═══ LISTED RECORDS

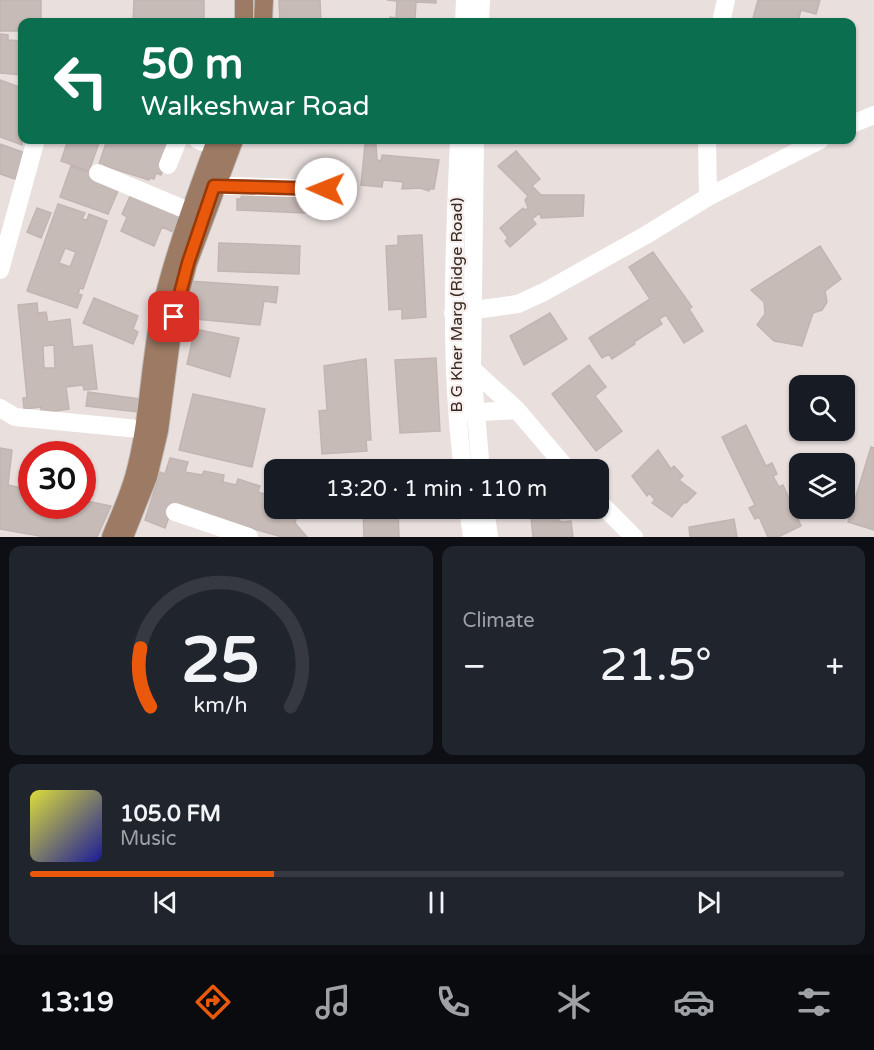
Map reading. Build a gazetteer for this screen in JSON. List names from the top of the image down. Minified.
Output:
{"streets":{"street":["B G Kher Marg (Ridge Road)"]},"page":{"turn":["50 m","Walkeshwar Road"],"limit":"30","trip":"13:20 · 1 min · 110 m","tile":"Climate","heat":["−","21.5°","+"],"song":["105.0 FM","Music"],"tabs":"13:19","gauge":["25","km/h"]}}
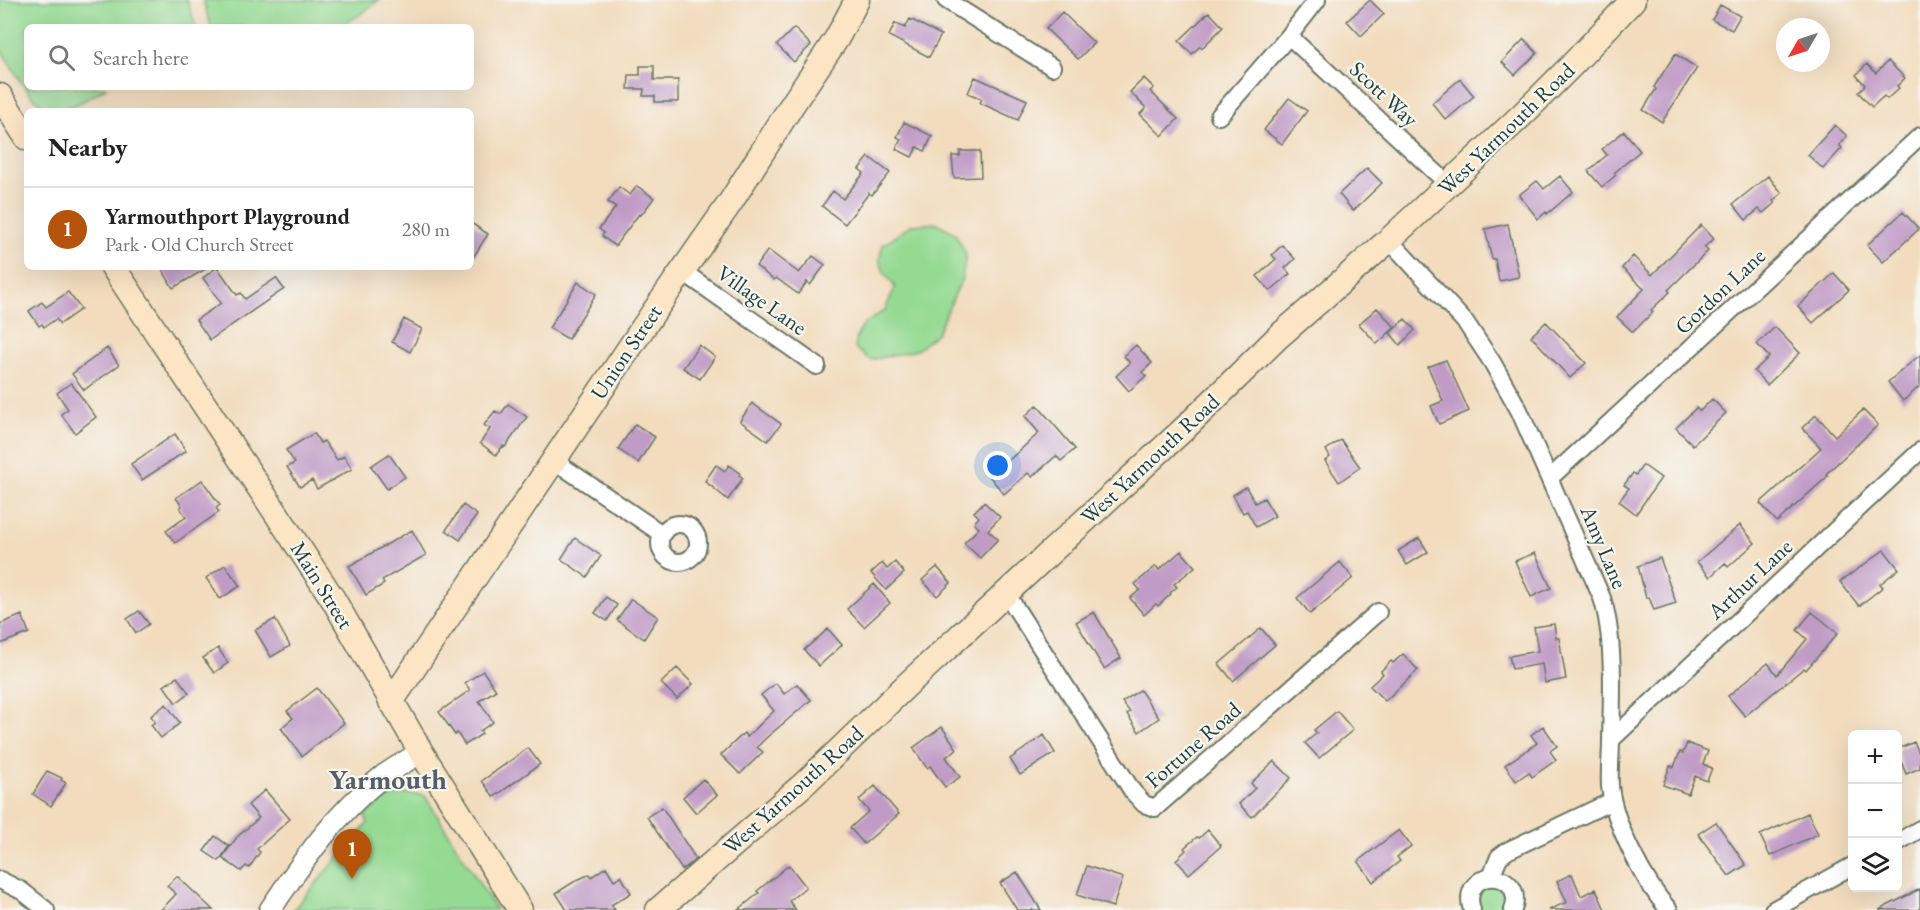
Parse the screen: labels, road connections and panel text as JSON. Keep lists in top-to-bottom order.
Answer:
{
  "streets": {
    "main road": ["West Yarmouth Road", "Union Street", "Main Street"],
    "street": [
      "Scott Way",
      "Gordon Lane",
      "Village Lane",
      "Amy Lane",
      "Arthur Lane",
      "Fortune Road"
    ]
  },
  "crossings": [
    ["Scott Way", "West Yarmouth Road"],
    ["West Yarmouth Road", "Amy Lane"],
    ["West Yarmouth Road", "Fortune Road"],
    ["Gordon Lane", "Amy Lane"],
    ["Village Lane", "Union Street"],
    ["Union Street", "Main Street"],
    ["Amy Lane", "Arthur Lane"]
  ],
  "districts": ["Yarmouth"],
  "north": "bottom left",
  "page": {
    "search": "Search here",
    "heading": "Nearby",
    "list": [
      {
        "mark": "1",
        "name": "Yarmouthport Playground",
        "note": "Park · Old Church Street",
        "value": "280 m"
      }
    ],
    "map_buttons": ["+", "−"],
    "pins": "1"
  }
}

══════

→ **EXERCISE DETAILS**: All of the data above must be printed exactly, minus its pictures.

→ **REPLY**:
Map reading. Build a gazetteer for this screen in JSON. List names from the top of the image down. Minified.
Output:
{"streets":{"street":["B G Kher Marg (Ridge Road)"]},"page":{"turn":["50 m","Walkeshwar Road"],"limit":"30","trip":"13:20 · 1 min · 110 m","tile":"Climate","heat":["−","21.5°","+"],"song":["105.0 FM","Music"],"tabs":"13:19","gauge":["25","km/h"]}}
Parse the screen: labels, road connections and panel text as JSON. Keep lists in top-to-bottom order.
Answer:
{
  "streets": {
    "main road": ["West Yarmouth Road", "Union Street", "Main Street"],
    "street": [
      "Scott Way",
      "Gordon Lane",
      "Village Lane",
      "Amy Lane",
      "Arthur Lane",
      "Fortune Road"
    ]
  },
  "crossings": [
    ["Scott Way", "West Yarmouth Road"],
    ["West Yarmouth Road", "Amy Lane"],
    ["West Yarmouth Road", "Fortune Road"],
    ["Gordon Lane", "Amy Lane"],
    ["Village Lane", "Union Street"],
    ["Union Street", "Main Street"],
    ["Amy Lane", "Arthur Lane"]
  ],
  "districts": ["Yarmouth"],
  "north": "bottom left",
  "page": {
    "search": "Search here",
    "heading": "Nearby",
    "list": [
      {
        "mark": "1",
        "name": "Yarmouthport Playground",
        "note": "Park · Old Church Street",
        "value": "280 m"
      }
    ],
    "map_buttons": ["+", "−"],
    "pins": "1"
  }
}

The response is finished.